File:Full octahedral group elements in truncated cuboctahedron; JF.png

Like many other solids the truncated octahedron has full octahedral symmetry - but its relationship with the full octahedral group is closer than that: Its 48 vertices correspond to the elements of the group, and each face of its dual is a fundamental domain of the group.

The image on the right shows the 48 permutations in the group applied to an example object (namely the light JF compound on the left). The 24 light elements are rotations, and the dark ones are their reflections.

The edges of the solid correspond to the 9 reflections in the group:

  • Those between octagons and squares correspond to the 3 reflections between opposite octagons.
  • Hexagon edges correspond to the 6 reflections between opposite squares.
  • (There are no reflections between opposite hexagons.)

The subgroups correspond to solids that share the respective vertices of the truncated octahedron.

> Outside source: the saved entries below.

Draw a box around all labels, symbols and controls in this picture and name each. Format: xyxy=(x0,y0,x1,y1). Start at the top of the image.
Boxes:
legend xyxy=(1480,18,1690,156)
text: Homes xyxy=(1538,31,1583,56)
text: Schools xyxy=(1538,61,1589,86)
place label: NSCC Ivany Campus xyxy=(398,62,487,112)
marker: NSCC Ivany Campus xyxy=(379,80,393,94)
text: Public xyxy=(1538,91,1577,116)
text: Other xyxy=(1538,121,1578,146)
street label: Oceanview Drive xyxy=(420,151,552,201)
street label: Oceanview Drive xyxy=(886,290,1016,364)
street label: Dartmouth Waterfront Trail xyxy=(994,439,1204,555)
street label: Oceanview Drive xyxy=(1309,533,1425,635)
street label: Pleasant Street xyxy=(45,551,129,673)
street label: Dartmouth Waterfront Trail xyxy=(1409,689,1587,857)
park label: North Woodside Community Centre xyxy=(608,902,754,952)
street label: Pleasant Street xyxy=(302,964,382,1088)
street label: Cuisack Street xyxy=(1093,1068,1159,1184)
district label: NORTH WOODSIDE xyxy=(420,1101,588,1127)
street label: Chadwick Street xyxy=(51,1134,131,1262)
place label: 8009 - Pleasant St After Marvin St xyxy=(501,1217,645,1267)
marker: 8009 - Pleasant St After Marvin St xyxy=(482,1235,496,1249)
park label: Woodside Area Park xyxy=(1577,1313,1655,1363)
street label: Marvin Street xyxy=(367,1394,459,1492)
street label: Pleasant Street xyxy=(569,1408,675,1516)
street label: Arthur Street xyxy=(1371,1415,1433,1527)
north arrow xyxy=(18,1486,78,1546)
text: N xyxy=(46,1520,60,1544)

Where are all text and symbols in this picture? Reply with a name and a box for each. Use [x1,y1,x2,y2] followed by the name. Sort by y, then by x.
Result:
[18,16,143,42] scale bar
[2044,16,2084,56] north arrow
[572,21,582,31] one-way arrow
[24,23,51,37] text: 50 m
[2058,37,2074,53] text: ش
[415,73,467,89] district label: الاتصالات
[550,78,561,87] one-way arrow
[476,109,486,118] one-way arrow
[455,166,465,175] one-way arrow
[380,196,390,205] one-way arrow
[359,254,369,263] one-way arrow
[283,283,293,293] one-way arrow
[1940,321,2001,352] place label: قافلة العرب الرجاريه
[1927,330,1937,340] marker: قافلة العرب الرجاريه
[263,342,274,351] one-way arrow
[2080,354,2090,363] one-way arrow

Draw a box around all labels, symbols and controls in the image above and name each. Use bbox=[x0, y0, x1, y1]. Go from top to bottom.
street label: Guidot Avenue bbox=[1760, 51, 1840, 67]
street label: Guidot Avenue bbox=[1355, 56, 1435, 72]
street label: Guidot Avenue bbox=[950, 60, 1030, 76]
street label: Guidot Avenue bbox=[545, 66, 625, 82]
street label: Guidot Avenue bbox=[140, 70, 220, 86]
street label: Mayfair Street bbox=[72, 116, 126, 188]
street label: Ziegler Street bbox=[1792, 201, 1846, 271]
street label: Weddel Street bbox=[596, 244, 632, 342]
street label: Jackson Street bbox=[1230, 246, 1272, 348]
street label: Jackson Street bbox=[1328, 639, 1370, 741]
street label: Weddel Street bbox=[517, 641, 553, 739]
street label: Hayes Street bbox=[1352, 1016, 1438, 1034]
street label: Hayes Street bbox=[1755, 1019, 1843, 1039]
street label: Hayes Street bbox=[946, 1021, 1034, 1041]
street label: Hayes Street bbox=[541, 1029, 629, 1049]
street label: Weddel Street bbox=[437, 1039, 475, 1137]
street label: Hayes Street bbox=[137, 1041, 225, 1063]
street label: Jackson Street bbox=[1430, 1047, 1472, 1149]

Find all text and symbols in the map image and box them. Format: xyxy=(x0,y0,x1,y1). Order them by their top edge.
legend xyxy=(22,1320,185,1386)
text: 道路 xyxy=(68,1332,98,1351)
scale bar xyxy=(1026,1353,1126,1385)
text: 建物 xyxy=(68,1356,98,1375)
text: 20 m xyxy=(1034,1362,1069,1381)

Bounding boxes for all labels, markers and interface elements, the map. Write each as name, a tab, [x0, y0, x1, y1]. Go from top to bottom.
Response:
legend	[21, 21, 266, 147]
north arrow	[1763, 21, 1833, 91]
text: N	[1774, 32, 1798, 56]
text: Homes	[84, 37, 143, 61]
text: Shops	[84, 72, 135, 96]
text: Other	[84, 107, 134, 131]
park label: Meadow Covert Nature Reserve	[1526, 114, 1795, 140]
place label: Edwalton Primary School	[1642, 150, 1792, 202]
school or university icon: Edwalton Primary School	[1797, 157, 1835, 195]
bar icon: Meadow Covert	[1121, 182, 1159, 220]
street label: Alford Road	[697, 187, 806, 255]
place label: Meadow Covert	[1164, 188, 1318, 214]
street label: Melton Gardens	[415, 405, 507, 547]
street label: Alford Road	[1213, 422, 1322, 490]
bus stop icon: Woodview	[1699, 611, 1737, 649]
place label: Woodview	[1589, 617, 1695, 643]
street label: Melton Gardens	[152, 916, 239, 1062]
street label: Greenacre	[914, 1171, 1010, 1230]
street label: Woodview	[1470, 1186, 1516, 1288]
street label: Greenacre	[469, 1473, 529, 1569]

E.g. the 3 subgroups with 24 elements correspond to a nonuniform snub cube with chiral octahedral symmetry, a nonuniform rhombicuboctahedron with pyritohedral symmetry (the cantic snub octahedron) and a nonuniform truncated octahedron with full tetrahedral symmetry. The unique subgroup with 12 elements is the alternating group A4. It corresponds to a nonuniform icosahedron with chiral tetrahedral symmetry.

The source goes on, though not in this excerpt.